= Match-E-Be-Nash-She-Wish =

Potawatomi chief

Match-E-Be-Nash-She-Wish (also spelled with various transliterations as Mashipinashiwish, Me-chee-pee-nai-she-insh, Mash-i-pi-wish , Mitch-e-pe-nain-she-wish, or Mat-che-pee-na-che-wish) was a hereditary chief of a Potawatomi Indian group in what is now Michigan. The Potawatomi are one of the peoples of the Council of Three Fires; the others are the Odawa and the Ojibwe, all Algonquian-language speakers.

==Post-American Revolution activities==

Listed by the United States by English name of Bad Bird and as an Ojibwe, the chief made his sign on the Treaty of Greenville, in 1795, which ended the Northwest Indian War after the defeat of the Western Confederacy. (The Ojibwe were closely allied with the Potawatomi and Ottawa in the Council of Three Fires). This treaty was signed by chiefs of those three tribes and others that had been part of the Western Confederacy. The bands ceded considerable territory in present-day Ohio, Indiana and Illinois, allowing settlement by European Americans in what the U.S. called the Northwest Territory, an area north of the Ohio River and east of the Mississippi.
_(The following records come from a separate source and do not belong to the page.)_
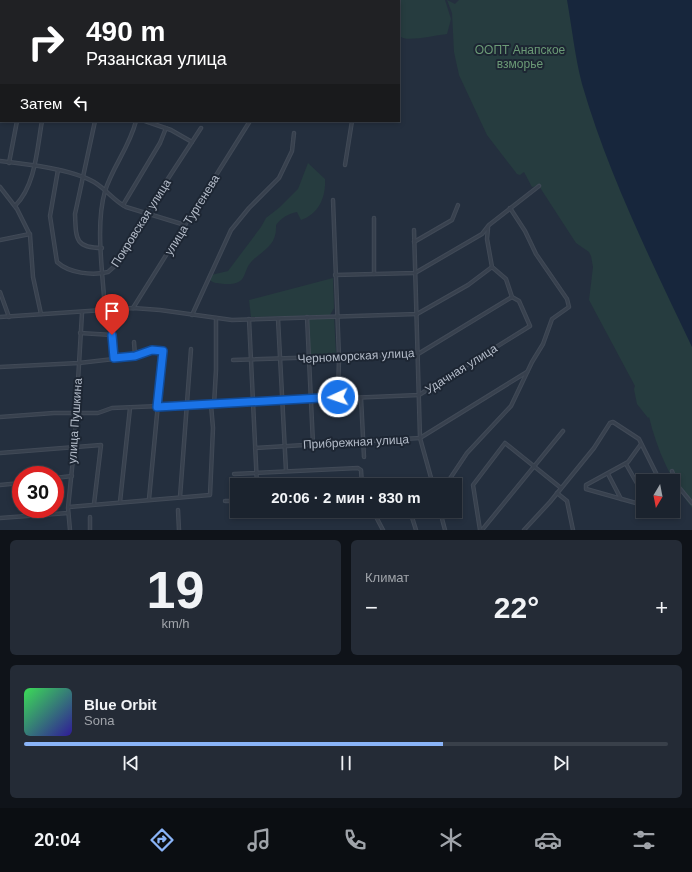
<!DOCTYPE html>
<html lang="ru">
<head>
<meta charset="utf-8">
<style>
	:root { --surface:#1b232e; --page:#242b36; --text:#f1f3f6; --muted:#a0a4aa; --line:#39404a; --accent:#8ab4f8 }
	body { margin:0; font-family:Helvetica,sans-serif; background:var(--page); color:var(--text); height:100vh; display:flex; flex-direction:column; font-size:15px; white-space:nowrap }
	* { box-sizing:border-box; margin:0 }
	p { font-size:13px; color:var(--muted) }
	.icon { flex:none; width:22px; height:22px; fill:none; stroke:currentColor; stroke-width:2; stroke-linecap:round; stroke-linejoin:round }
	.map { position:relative; height:530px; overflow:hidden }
	.drawer { display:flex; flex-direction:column; gap:10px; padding:10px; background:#0f1319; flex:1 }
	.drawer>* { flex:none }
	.guide { position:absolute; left:0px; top:0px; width:400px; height:122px; box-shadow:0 2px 6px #0003,0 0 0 1px var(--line); background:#202124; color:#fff; overflow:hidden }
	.needle { width:26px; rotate:190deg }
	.buttons { position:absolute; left:636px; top:474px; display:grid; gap:8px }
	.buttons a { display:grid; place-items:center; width:44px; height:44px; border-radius:0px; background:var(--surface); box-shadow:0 2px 6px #0003,0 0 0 1px var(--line); font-size:20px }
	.speed { position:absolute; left:12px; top:466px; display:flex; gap:8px; font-size:20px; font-weight:700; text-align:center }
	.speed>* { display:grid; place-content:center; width:52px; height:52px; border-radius:50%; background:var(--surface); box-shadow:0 2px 6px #0003,0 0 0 1px var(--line); line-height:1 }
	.speed .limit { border:6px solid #d22; background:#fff; color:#111 }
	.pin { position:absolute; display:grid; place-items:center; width:34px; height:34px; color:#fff; margin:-41px -17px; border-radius:50% 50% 50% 0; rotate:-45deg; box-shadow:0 0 4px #0007 }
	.pin .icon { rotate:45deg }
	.me { position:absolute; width:44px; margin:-22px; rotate:267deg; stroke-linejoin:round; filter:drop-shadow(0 0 3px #0008) }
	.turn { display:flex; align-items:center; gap:14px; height:84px; padding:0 20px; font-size:18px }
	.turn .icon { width:52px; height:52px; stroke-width:2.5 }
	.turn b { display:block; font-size:28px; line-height:34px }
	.then { display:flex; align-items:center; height:38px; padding:0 20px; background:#0003; gap:8px; font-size:15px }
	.big { font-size:30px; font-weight:800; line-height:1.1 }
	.drawer .tile { flex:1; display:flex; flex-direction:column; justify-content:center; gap:6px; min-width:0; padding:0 14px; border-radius:6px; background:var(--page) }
	.drawer .dial { align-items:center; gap:0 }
	.dial b { font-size:52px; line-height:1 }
	.song { display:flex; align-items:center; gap:12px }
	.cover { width:48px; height:48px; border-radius:6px; background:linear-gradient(135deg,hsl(130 70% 55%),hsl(250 70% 35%)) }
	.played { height:4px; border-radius:2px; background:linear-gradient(90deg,var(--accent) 65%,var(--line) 65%) }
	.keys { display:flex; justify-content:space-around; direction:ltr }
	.heat { display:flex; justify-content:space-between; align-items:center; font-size:22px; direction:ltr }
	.drawer .tiles { flex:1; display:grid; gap:10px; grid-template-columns:1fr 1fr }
	.tile:last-child { grid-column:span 2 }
	.trip { position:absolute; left:230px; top:478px; width:232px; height:40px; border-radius:0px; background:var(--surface); box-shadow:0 2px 6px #0003,0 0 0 1px var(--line); font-weight:800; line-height:40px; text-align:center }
	.tabs { display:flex; height:64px; justify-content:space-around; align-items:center; background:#0b0e12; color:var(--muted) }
	.tabs .icon { width:28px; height:28px }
	.tabs .on { color:var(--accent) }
	.tabs b { font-size:18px; color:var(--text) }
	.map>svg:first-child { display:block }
	.green { fill:#263c3f }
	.water { fill:#17263c }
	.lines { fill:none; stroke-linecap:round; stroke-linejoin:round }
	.street-casing { stroke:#414a57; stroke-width:4.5 }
	.street { stroke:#38414e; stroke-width:2.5 }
	.route-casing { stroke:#114b97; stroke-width:10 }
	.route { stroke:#1a73e8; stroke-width:7 }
	.labels { text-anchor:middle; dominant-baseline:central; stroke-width:4; stroke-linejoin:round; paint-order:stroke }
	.park-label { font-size:12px; fill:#6b9a76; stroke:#1d2633 }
	.street-label { font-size:12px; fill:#b4bcc9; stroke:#1d2633 }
</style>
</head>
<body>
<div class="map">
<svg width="692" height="530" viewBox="0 0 692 530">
	<rect width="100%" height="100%" fill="#242f3e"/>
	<g class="green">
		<path d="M384,0H445L451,19L447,34C437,35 407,42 401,37L399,1Z"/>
		<path d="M447,0L455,4L459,0H568L692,344V508C671,481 657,450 649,417L648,418L637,404L634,389L635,386L589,300L593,267L591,256L589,252L576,243L539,186L532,187L524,172L520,175L517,174L487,135L459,75L454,52L452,13Z"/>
		<path d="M308,163L325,179C326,197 319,214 301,220L297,212C288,214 282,217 276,225C277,243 267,248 254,259C240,271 251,285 224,284C219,283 214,284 210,280L211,275L228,271L261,227L266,218L280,207L298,189Z"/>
		<polygon points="333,278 334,308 330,315 251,317 249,300"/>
		<polygon points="334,316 336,354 310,355 308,318"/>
	</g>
	<path class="water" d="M567,0H692V347C652,263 608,174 582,84C575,57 572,28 567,0Z"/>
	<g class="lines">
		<defs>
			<g id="street">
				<polyline points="10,0 14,1"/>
				<polyline points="168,0 172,1"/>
				<polyline points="160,1 160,0"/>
				<polyline points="0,31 1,31"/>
				<polyline points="0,63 1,63"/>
				<polyline points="0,89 1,89"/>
				<polyline points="0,99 1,96"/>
				<path d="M95,121L75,214C76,239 75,248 102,248"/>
				<polyline points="145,121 171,130 192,142"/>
				<path d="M0,161C27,164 71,169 94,182C106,189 114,201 126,207L185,225"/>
				<polyline points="9,163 17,121"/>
				<polyline points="345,165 352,121"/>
				<path d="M58,170L50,216L57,262C69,273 92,276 108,272L117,264L145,214L201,128"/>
				<polyline points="0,187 17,209 30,235 33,277 41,314"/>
				<polyline points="333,200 339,357 338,397"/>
				<polyline points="123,205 160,143 166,128"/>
				<path d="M15,206C36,185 37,148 42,121"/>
				<polyline points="374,218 374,274"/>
				<polyline points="414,230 420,438 433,485"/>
				<polyline points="0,240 30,234"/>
				<polyline points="414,242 452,220 458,205"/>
				<polyline points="335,275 415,273 482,234 489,225 539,186"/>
				<polyline points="0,292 9,317"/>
				<polyline points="133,308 250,121"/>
				<path d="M105,311C103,274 95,226 105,191C113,166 129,148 136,121"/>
				<polyline points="192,315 231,230 249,208 279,178 292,151 294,133"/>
				<polyline points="0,317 133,308 160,310 232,320 417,314 468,285 492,267"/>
				<polyline points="307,317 313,444"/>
				<polyline points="249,319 257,485"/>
				<polyline points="278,319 286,471"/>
				<polyline points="134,342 135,356"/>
				<polyline points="114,359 135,356 152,350 163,351 149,499"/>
				<polyline points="233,360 418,354 512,297"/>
				<polyline points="0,367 79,363 114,359 112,335 80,333"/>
				<polyline points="361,398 364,457"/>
				<polyline points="214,405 216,370 216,318"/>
				<polyline points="0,417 54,413 98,413 112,408 419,395 530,326 519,301 512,297 506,279 492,267 487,239 488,228"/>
				<polyline points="641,444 628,462 586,485 586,489 643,505"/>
				<polyline points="255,448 420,438 527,372"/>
				<polyline points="0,453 101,445 94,504"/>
				<polyline points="626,464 643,494"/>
				<polyline points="672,471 677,485 692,503"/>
				<polyline points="234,474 358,468 361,470 362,485"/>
				<polyline points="608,474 621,499"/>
				<polyline points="55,478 72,476"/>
				<polyline points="0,485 21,483"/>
				<polyline points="442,485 449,480 467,453 511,406 532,362 543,344 552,319 569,307 567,299 536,254 525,231 510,208"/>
				<polyline points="557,493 567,501 573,530"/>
				<polyline points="180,497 191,349"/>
				<polyline points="225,501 237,501"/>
				<polyline points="120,502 130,408"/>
				<polyline points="69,507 210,495 213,428 211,405"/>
				<polyline points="178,510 179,530"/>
				<polyline points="373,511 383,530"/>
				<polyline points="410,511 416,530"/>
				<polyline points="440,511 445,530"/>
				<polyline points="664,511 674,514 676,509 673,504"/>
				<polyline points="90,517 90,530"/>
				<polyline points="0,518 68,513"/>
				<polyline points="70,530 68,508 74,449 82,313"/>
				<polyline points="480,530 473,485 505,443 561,488"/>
				<polyline points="482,530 563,431"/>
				<polyline points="524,530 550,502 594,448 610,423 613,422 639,439 660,481"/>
			</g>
		</defs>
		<use href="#street" class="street-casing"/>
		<use href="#street" class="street"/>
	</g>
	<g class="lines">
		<defs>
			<polyline id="route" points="112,335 114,358 135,356 152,350 163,351 157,407 338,397"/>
		</defs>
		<use href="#route" class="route-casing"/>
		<use href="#route" class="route"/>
	</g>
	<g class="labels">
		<g class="park-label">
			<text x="520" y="50">ООПТ Анапское<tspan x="520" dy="14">взморье</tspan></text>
		</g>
		<g class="street-label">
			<text transform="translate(192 215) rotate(-58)">улица Тургенева</text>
			<text transform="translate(141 223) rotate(-58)">Покровская улица</text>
			<text transform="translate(356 356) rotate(-3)">Черноморская улица</text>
			<text transform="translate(461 369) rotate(-32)">Удачная улица</text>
			<text transform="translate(75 421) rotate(-86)">улица Пушкина</text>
			<text transform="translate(356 442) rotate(-3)">Прибрежная улица</text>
		</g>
	</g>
</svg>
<div class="buttons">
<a><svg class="needle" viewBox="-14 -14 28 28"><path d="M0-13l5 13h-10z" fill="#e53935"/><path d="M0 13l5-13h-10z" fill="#a0a4aa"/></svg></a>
</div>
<div class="speed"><div class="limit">30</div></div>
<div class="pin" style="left:112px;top:335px;background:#d93025"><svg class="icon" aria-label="arrive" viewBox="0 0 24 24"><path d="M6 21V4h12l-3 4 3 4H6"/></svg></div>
<svg class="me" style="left:338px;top:397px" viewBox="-20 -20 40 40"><circle r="17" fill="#1a73e8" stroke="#fff" stroke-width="3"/><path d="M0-11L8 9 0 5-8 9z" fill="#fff"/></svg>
<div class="trip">20:06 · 2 мин · 830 m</div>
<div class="guide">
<div class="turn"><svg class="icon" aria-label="right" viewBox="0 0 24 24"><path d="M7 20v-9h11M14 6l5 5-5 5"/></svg><div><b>490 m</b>Рязанская улица</div></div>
<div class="then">Затем<svg class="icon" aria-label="left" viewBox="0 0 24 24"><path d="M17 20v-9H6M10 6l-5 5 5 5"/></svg></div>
</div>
</div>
<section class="drawer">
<div class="tiles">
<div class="tile dial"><b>19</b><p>km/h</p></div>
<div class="tile"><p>Климат</p>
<div class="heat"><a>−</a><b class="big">22°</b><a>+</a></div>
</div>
<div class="tile">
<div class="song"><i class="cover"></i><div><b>Blue Orbit</b><p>Sona</p></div></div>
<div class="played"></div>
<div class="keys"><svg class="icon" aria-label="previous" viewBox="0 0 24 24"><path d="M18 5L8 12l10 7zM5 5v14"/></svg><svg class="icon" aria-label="pause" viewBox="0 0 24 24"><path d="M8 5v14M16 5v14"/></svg><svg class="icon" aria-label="next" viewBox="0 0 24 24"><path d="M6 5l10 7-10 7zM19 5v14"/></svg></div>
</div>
</div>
</section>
<nav class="tabs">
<b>20:04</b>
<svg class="icon on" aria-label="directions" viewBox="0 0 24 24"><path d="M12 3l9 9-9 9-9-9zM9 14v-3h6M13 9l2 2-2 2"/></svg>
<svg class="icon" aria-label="music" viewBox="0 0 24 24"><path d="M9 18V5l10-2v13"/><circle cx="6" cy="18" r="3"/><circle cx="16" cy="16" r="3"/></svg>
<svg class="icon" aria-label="phone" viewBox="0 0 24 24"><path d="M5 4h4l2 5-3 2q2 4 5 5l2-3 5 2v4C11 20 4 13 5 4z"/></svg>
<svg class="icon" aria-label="climate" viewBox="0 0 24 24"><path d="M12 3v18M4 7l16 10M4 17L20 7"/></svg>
<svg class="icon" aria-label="car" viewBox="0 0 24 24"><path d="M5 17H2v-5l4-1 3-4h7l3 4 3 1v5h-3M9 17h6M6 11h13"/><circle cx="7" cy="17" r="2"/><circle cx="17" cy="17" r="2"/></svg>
<svg class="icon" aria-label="filters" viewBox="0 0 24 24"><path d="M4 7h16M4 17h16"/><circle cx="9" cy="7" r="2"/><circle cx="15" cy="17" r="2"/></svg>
</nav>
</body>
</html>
The 1821 Treaty of Chicago, which Match-E-Be-Nash-She-Wish signed on August 29, 1821, there listed as an Ottawa, reserved a three mile-square tract for an Indian village at the head of the Kalamazoo River (spelled then as Kekalamazoo). The present-day city of Kalamazoo developed at this site.

Bad Bird was identified as signing the US Treaty with the Potawatomi, of September 19, 1827, by which he ceded the Kalamazoo tract reserved for the Indian village to the U.S. He did not sign the 1828 Treaty with the Potawatomi, which ceded additional land in southwest Michigan to the U.S. He did sign the 1832 U.S. Treaty with the Potawatomi, which also ceded additional land in the area.

The Dictionary of Canadian Biography Online estimates that Match-E-Be-Nash-She-Wish (Bad Bird) was born about 1735 and died about 1805. It does not attest to his signing the treaties from 1821 to 1832 with the United States. The dates suggest that perhaps a younger man of the same name signed these treaties.

The federally recognized tribe in the United States known as the Match-E-Be-Nash-She-Wish Band of Pottawatomi (formerly known as the Gun Lake Band) is based in Dorr, Michigan in Allegan County. They renamed their tribe after this chief, as its members trace their descent from him and his wife.